[What is being asked] The entries are to be written out word for word, with their images left out.

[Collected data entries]

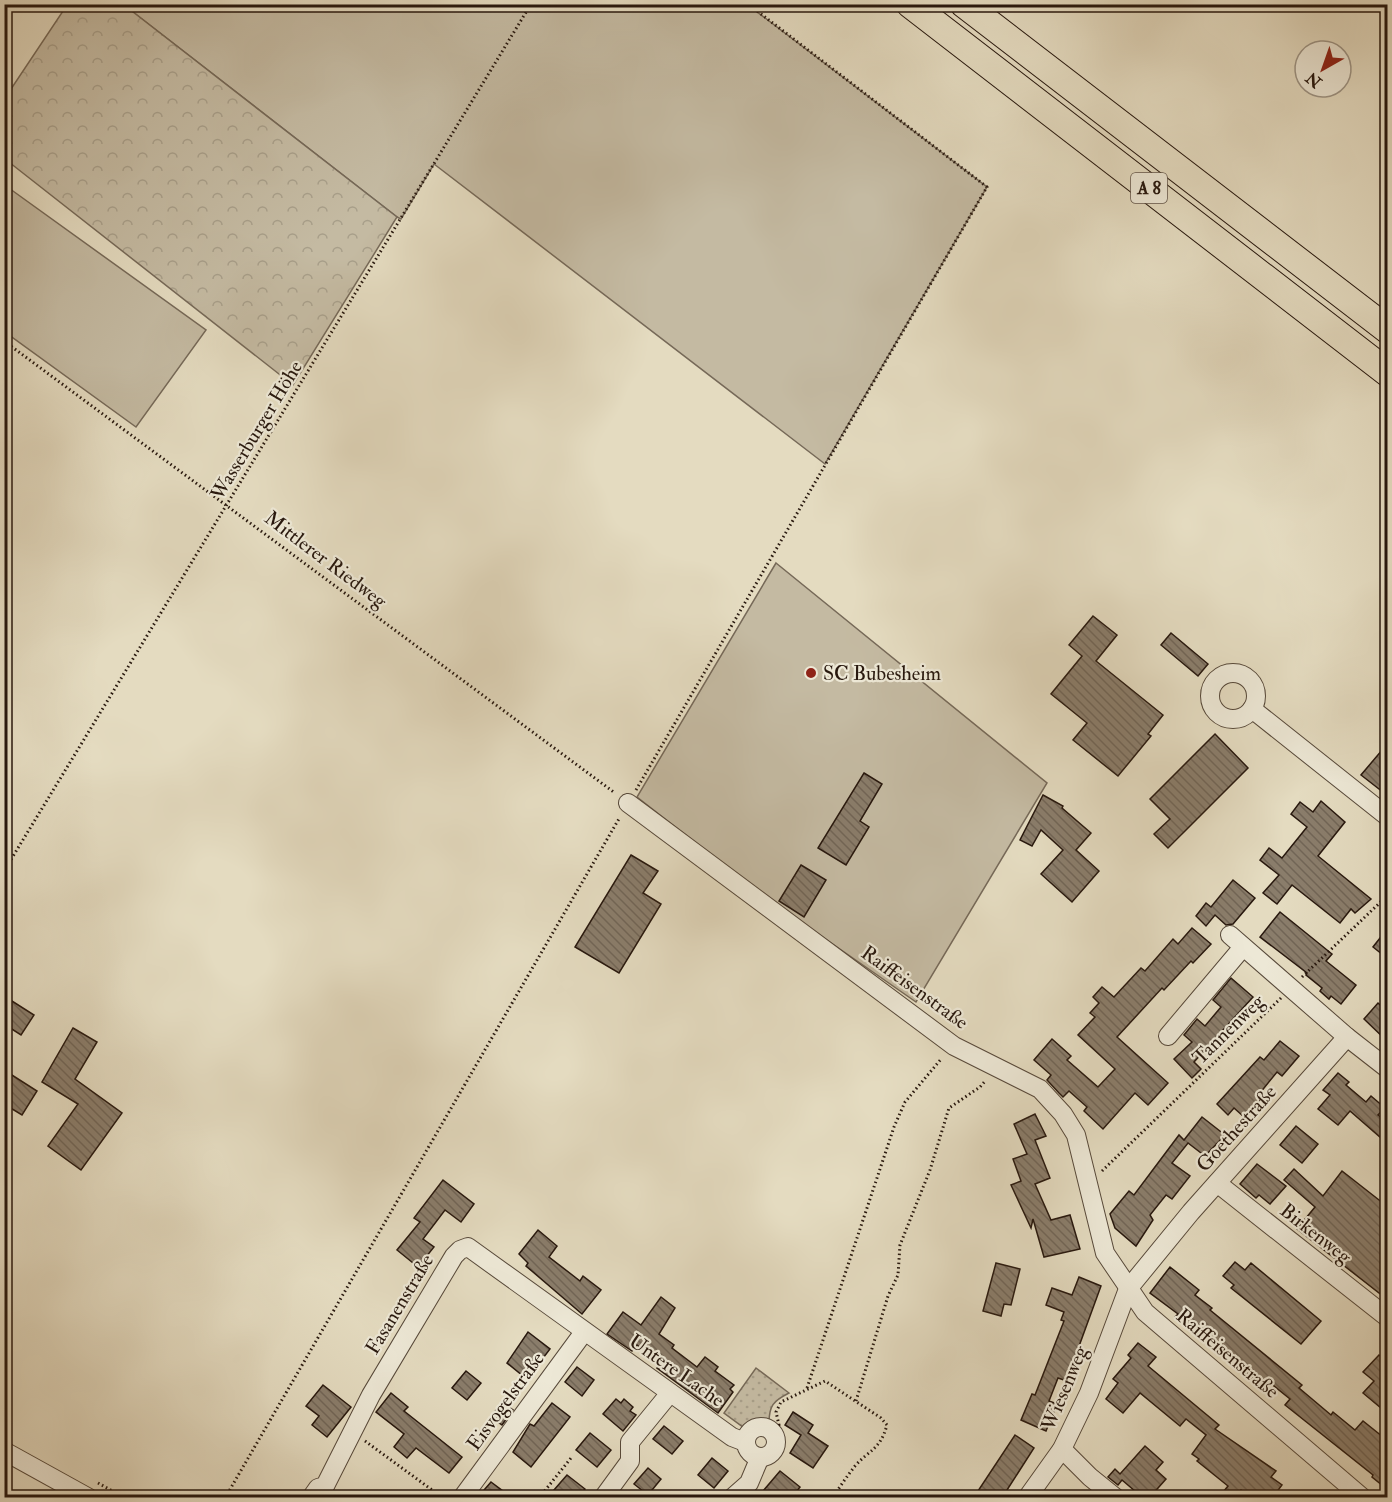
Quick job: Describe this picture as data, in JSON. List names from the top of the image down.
{
  "streets": {
    "highway": ["A 8"],
    "street": [
      "Raiffeisenstraße",
      "Goethestraße",
      "Birkenweg",
      "Fasanenstraße",
      "Untere Lache",
      "Wiesenweg",
      "Eisvogelstraße"
    ],
    "path": ["Wasserburger Höhe", "Mittlerer Riedweg", "Tannenweg"]
  },
  "crossings": [
    ["Wasserburger Höhe", "Mittlerer Riedweg"],
    ["Mittlerer Riedweg", "Raiffeisenstraße"],
    ["Raiffeisenstraße", "Tannenweg"],
    ["Raiffeisenstraße", "Goethestraße"],
    ["Raiffeisenstraße", "Wiesenweg"],
    ["Goethestraße", "Birkenweg"],
    ["Goethestraße", "Wiesenweg"],
    ["Fasanenstraße", "Untere Lache"],
    ["Fasanenstraße", "Eisvogelstraße"],
    ["Untere Lache", "Eisvogelstraße"]
  ],
  "places": ["SC Bubesheim"],
  "north": "bottom left"
}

[Result for this task]
Quick job: Describe this picture as data, in JSON. List names from the top of the image down.
{
  "streets": {
    "highway": ["A 8"],
    "street": [
      "Raiffeisenstraße",
      "Goethestraße",
      "Birkenweg",
      "Fasanenstraße",
      "Untere Lache",
      "Wiesenweg",
      "Eisvogelstraße"
    ],
    "path": ["Wasserburger Höhe", "Mittlerer Riedweg", "Tannenweg"]
  },
  "crossings": [
    ["Wasserburger Höhe", "Mittlerer Riedweg"],
    ["Mittlerer Riedweg", "Raiffeisenstraße"],
    ["Raiffeisenstraße", "Tannenweg"],
    ["Raiffeisenstraße", "Goethestraße"],
    ["Raiffeisenstraße", "Wiesenweg"],
    ["Goethestraße", "Birkenweg"],
    ["Goethestraße", "Wiesenweg"],
    ["Fasanenstraße", "Untere Lache"],
    ["Fasanenstraße", "Eisvogelstraße"],
    ["Untere Lache", "Eisvogelstraße"]
  ],
  "places": ["SC Bubesheim"],
  "north": "bottom left"
}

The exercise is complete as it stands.